Materials provided
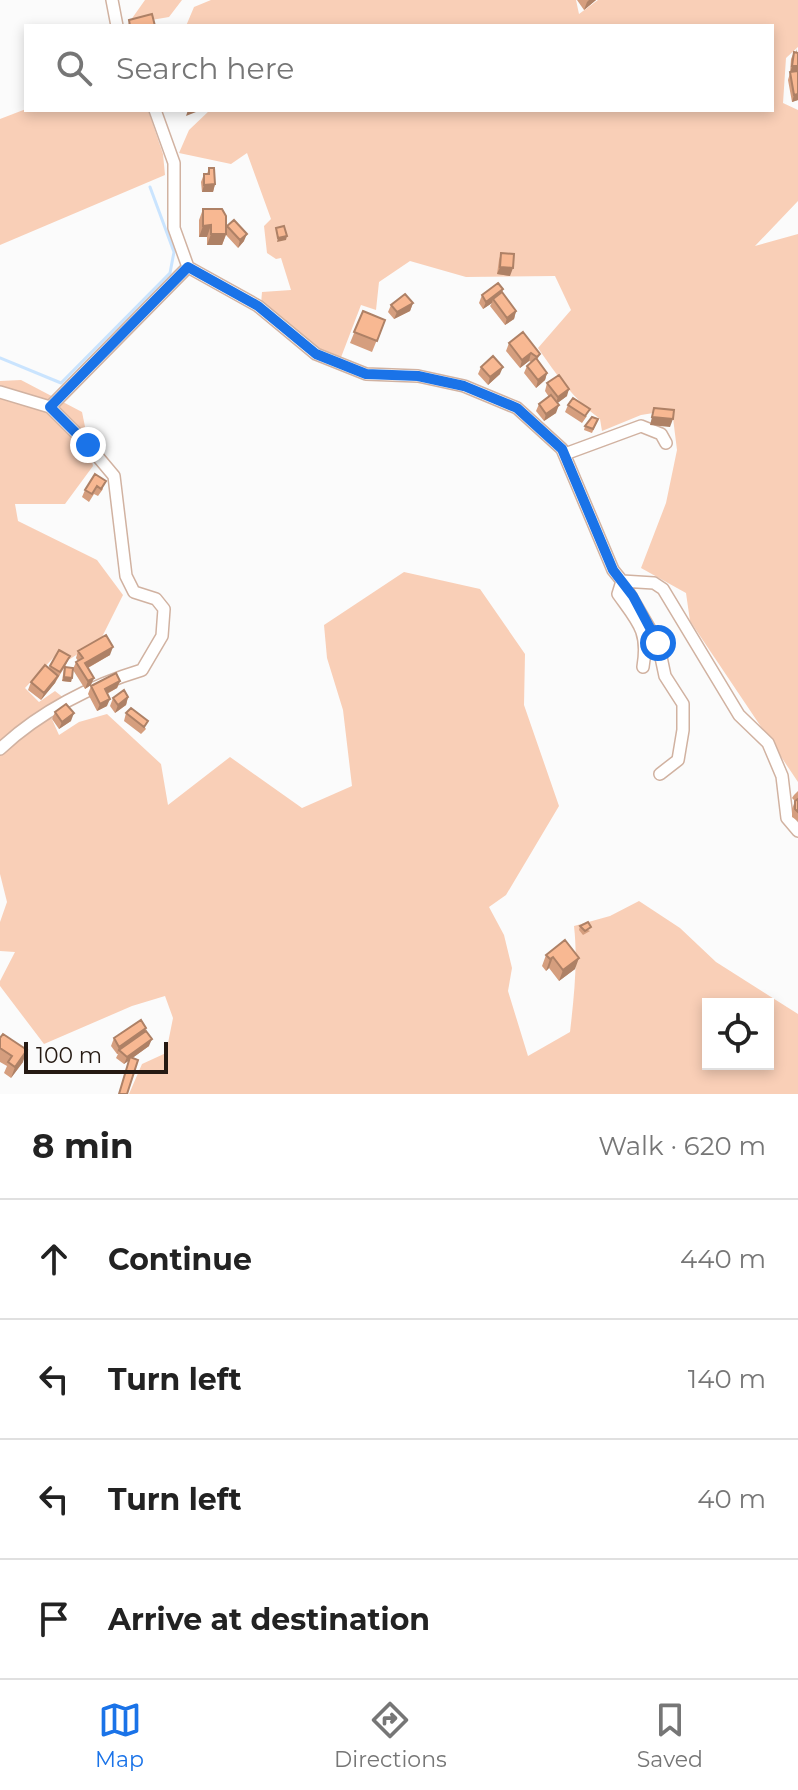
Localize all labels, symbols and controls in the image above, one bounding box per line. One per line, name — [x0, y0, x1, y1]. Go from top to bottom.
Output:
search box — [24, 24, 774, 112]
icon: search — [52, 46, 96, 90]
text: Search here — [116, 50, 294, 87]
route end — [70, 427, 106, 463]
route start — [640, 625, 676, 661]
map controls — [702, 998, 774, 1070]
button: locate — [702, 998, 774, 1070]
scale bar — [24, 1038, 168, 1074]
text: 100 m — [36, 1042, 102, 1069]
text: 8 min — [32, 1125, 133, 1167]
text: Walk · 620 m — [598, 1130, 766, 1162]
icon: ahead — [32, 1237, 76, 1281]
text: Continue — [108, 1241, 252, 1278]
text: 440 m — [680, 1243, 766, 1275]
icon: left — [32, 1357, 76, 1401]
text: Turn left — [108, 1361, 241, 1398]
text: 140 m — [688, 1363, 766, 1395]
icon: left — [32, 1477, 76, 1521]
text: Turn left — [108, 1481, 241, 1518]
text: 40 m — [697, 1483, 766, 1515]
icon: arrive — [32, 1597, 76, 1641]
text: Arrive at destination — [108, 1601, 430, 1638]
tab: Map — [95, 1698, 144, 1773]
tab: Directions — [334, 1698, 447, 1773]
tab: Saved — [637, 1698, 703, 1773]

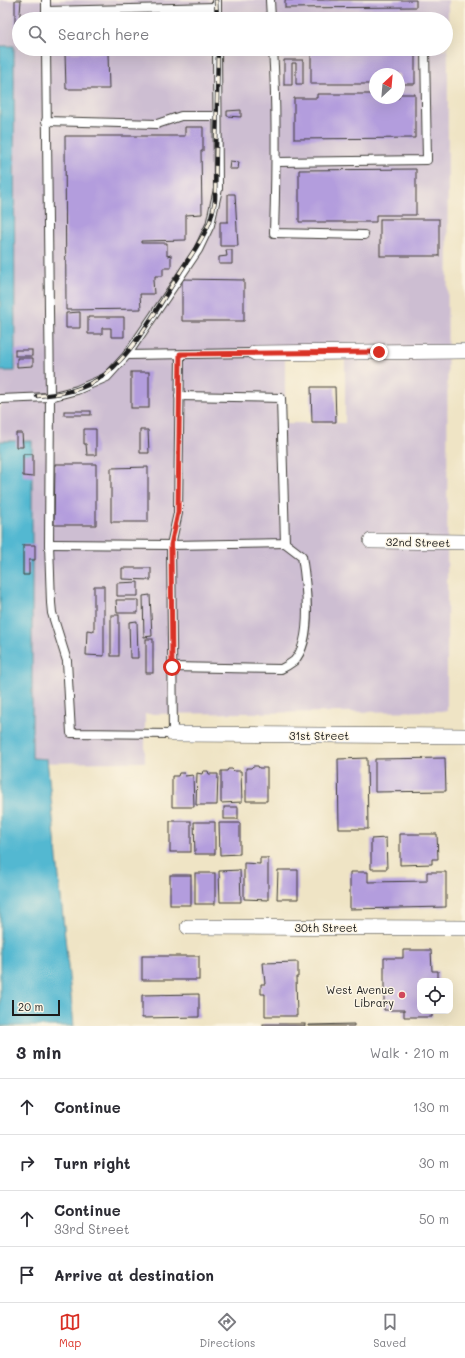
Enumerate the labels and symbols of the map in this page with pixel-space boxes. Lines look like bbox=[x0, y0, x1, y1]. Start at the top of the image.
north arrow bbox=[369, 68, 405, 104]
route end bbox=[370, 343, 388, 361]
street label: 32nd Street bbox=[386, 534, 450, 550]
route start bbox=[163, 658, 181, 676]
street label: 31st Street bbox=[289, 728, 349, 743]
street label: 30th Street bbox=[295, 920, 358, 935]
place label: West Avenue Library bbox=[326, 982, 394, 1010]
marker: West Avenue Library bbox=[397, 990, 407, 1000]
scale bar bbox=[12, 998, 60, 1017]

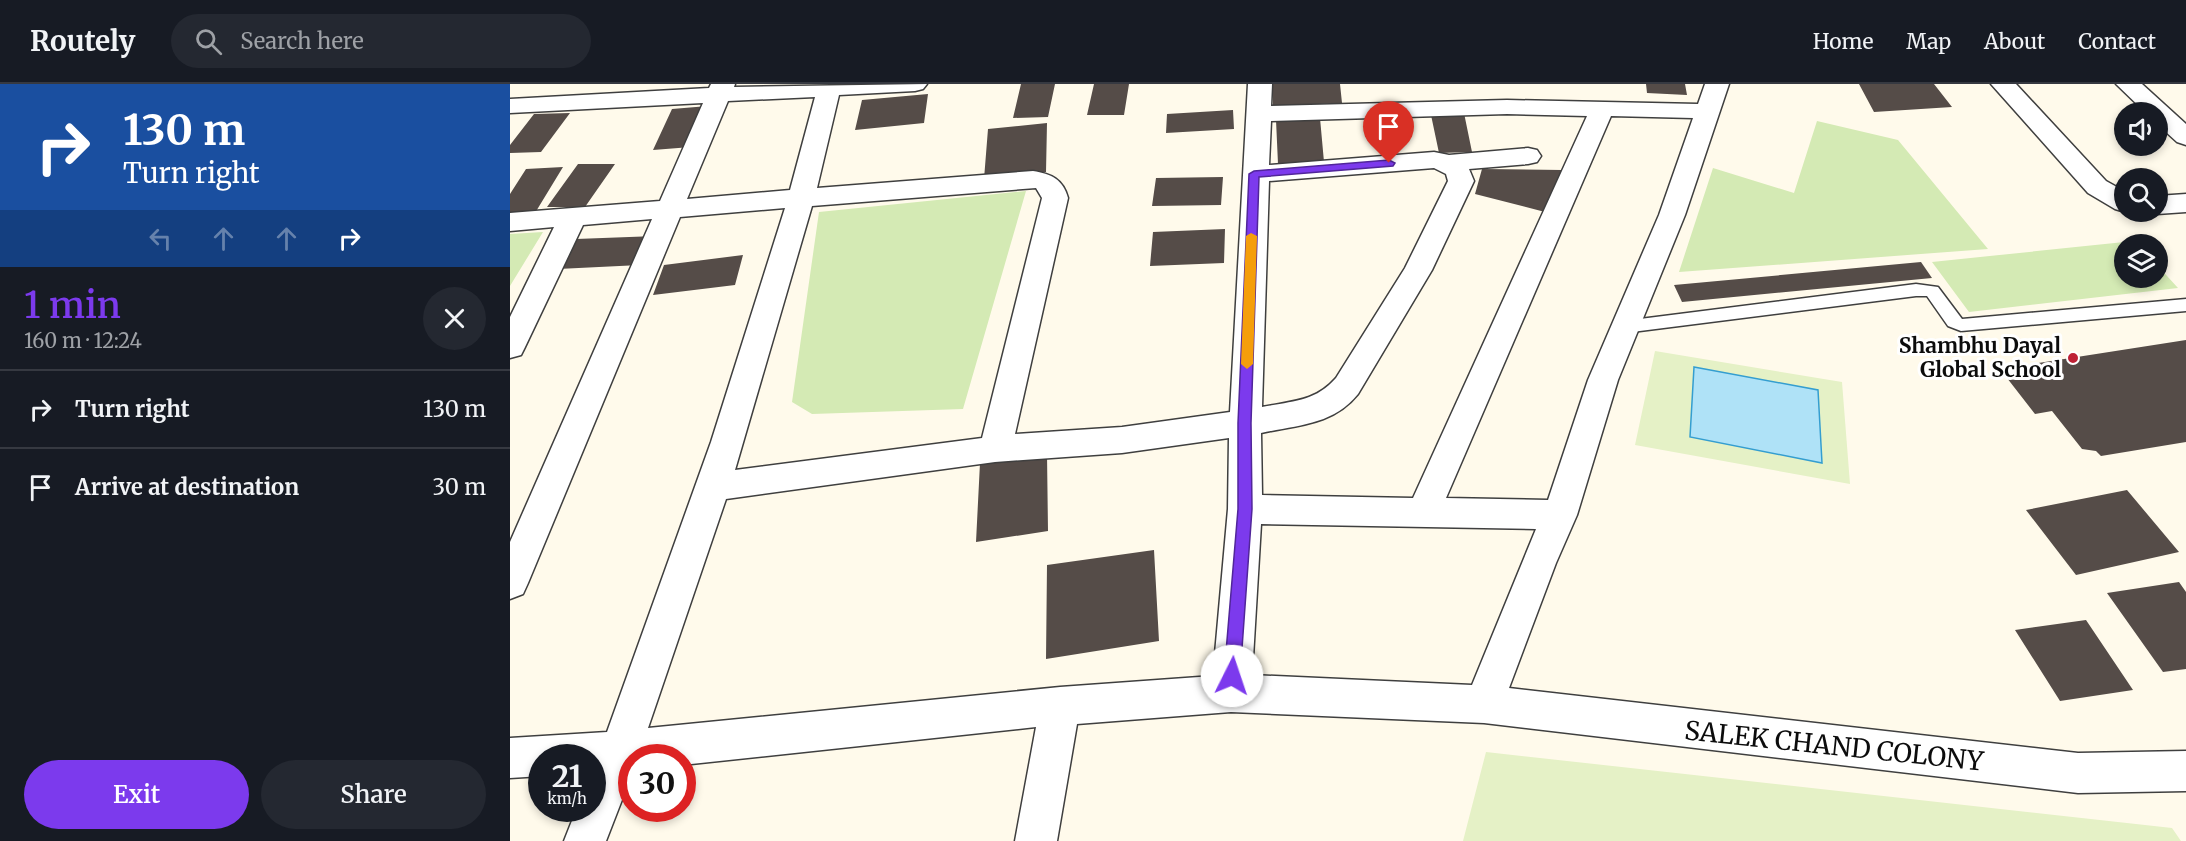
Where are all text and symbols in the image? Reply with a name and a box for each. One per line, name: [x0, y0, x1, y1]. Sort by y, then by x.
search box: [171, 14, 591, 68]
text: Routely: [30, 23, 135, 59]
icon: search: [192, 25, 225, 58]
text: Search here: [240, 27, 364, 55]
text: Home: [1813, 28, 1873, 55]
text: Map: [1906, 28, 1951, 55]
text: About: [1984, 28, 2045, 55]
text: Contact: [2078, 28, 2156, 55]
pin: [1363, 101, 1414, 163]
map controls: [2114, 102, 2168, 288]
button: sound: [2114, 102, 2168, 156]
text: 130 m: [123, 104, 245, 156]
icon: right: [24, 108, 102, 186]
icon: arrive: [1372, 110, 1405, 143]
text: Turn right: [123, 156, 260, 190]
button: search: [2114, 168, 2168, 222]
icon: left: [144, 222, 177, 255]
icon: ahead: [207, 222, 240, 255]
icon: ahead: [270, 222, 303, 255]
icon: right: [333, 222, 366, 255]
button: layers: [2114, 234, 2168, 288]
text: 1 min: [24, 283, 121, 328]
button: close: [423, 287, 486, 350]
text: 160 m · 12:24: [24, 328, 142, 353]
place label: Shambhu Dayal Global School: [1899, 332, 2061, 383]
marker: Shambhu Dayal Global School: [2066, 351, 2080, 365]
icon: right: [24, 393, 57, 426]
text: Turn right: [75, 395, 189, 423]
text: 130 m: [423, 395, 486, 423]
icon: arrive: [24, 471, 57, 504]
text: Arrive at destination: [75, 473, 299, 501]
text: 30 m: [432, 473, 486, 501]
position arrow: [1200, 644, 1264, 708]
street label: SALEK CHAND COLONY: [1683, 713, 1986, 778]
speed limit sign: 30: [618, 744, 696, 822]
text: 21: [552, 757, 582, 795]
button: Exit: [24, 760, 249, 829]
button: Share: [261, 760, 486, 829]
text: km/h: [547, 789, 587, 808]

Exercise details
Could you write out all the records exactly, without the pictures?

The answer
Localize all labels, symbols and controls in the image above, one bounding box per line. One per line, name — [x0, y0, x1, y1]. Go from top to bottom.
Output:
search box — [24, 24, 774, 112]
icon: search — [52, 46, 96, 90]
text: Search here — [116, 50, 294, 87]
route end — [70, 427, 106, 463]
route start — [640, 625, 676, 661]
map controls — [702, 998, 774, 1070]
button: locate — [702, 998, 774, 1070]
scale bar — [24, 1038, 168, 1074]
text: 100 m — [36, 1042, 102, 1069]
text: 8 min — [32, 1125, 133, 1167]
text: Walk · 620 m — [598, 1130, 766, 1162]
icon: ahead — [32, 1237, 76, 1281]
text: Continue — [108, 1241, 252, 1278]
text: 440 m — [680, 1243, 766, 1275]
icon: left — [32, 1357, 76, 1401]
text: Turn left — [108, 1361, 241, 1398]
text: 140 m — [688, 1363, 766, 1395]
icon: left — [32, 1477, 76, 1521]
text: Turn left — [108, 1481, 241, 1518]
text: 40 m — [697, 1483, 766, 1515]
icon: arrive — [32, 1597, 76, 1641]
text: Arrive at destination — [108, 1601, 430, 1638]
tab: Map — [95, 1698, 144, 1773]
tab: Directions — [334, 1698, 447, 1773]
tab: Saved — [637, 1698, 703, 1773]

Enumerate the labels and symbols of the map in this page with pixel-space boxes. Lines look like bbox=[x0, y0, x1, y1]. Start at the top of the image.
north arrow bbox=[369, 68, 405, 104]
route end bbox=[370, 343, 388, 361]
street label: 32nd Street bbox=[386, 534, 450, 550]
route start bbox=[163, 658, 181, 676]
street label: 31st Street bbox=[289, 728, 349, 743]
street label: 30th Street bbox=[295, 920, 358, 935]
place label: West Avenue Library bbox=[326, 982, 394, 1010]
marker: West Avenue Library bbox=[397, 990, 407, 1000]
scale bar bbox=[12, 998, 60, 1017]

Where are all text and symbols in the image? Reply with a name and a box for each. One per line, name: [x0, y0, x1, y1]. Sort by y, then by x.
search box: [171, 14, 591, 68]
text: Routely: [30, 23, 135, 59]
icon: search: [192, 25, 225, 58]
text: Search here: [240, 27, 364, 55]
text: Home: [1813, 28, 1873, 55]
text: Map: [1906, 28, 1951, 55]
text: About: [1984, 28, 2045, 55]
text: Contact: [2078, 28, 2156, 55]
pin: [1363, 101, 1414, 163]
map controls: [2114, 102, 2168, 288]
button: sound: [2114, 102, 2168, 156]
text: 130 m: [123, 104, 245, 156]
icon: right: [24, 108, 102, 186]
icon: arrive: [1372, 110, 1405, 143]
text: Turn right: [123, 156, 260, 190]
button: search: [2114, 168, 2168, 222]
icon: left: [144, 222, 177, 255]
icon: ahead: [207, 222, 240, 255]
icon: ahead: [270, 222, 303, 255]
icon: right: [333, 222, 366, 255]
button: layers: [2114, 234, 2168, 288]
text: 1 min: [24, 283, 121, 328]
button: close: [423, 287, 486, 350]
text: 160 m · 12:24: [24, 328, 142, 353]
place label: Shambhu Dayal Global School: [1899, 332, 2061, 383]
marker: Shambhu Dayal Global School: [2066, 351, 2080, 365]
icon: right: [24, 393, 57, 426]
text: Turn right: [75, 395, 189, 423]
text: 130 m: [423, 395, 486, 423]
icon: arrive: [24, 471, 57, 504]
text: Arrive at destination: [75, 473, 299, 501]
text: 30 m: [432, 473, 486, 501]
position arrow: [1200, 644, 1264, 708]
street label: SALEK CHAND COLONY: [1683, 713, 1986, 778]
speed limit sign: 30: [618, 744, 696, 822]
text: 21: [552, 757, 582, 795]
button: Exit: [24, 760, 249, 829]
button: Share: [261, 760, 486, 829]
text: km/h: [547, 789, 587, 808]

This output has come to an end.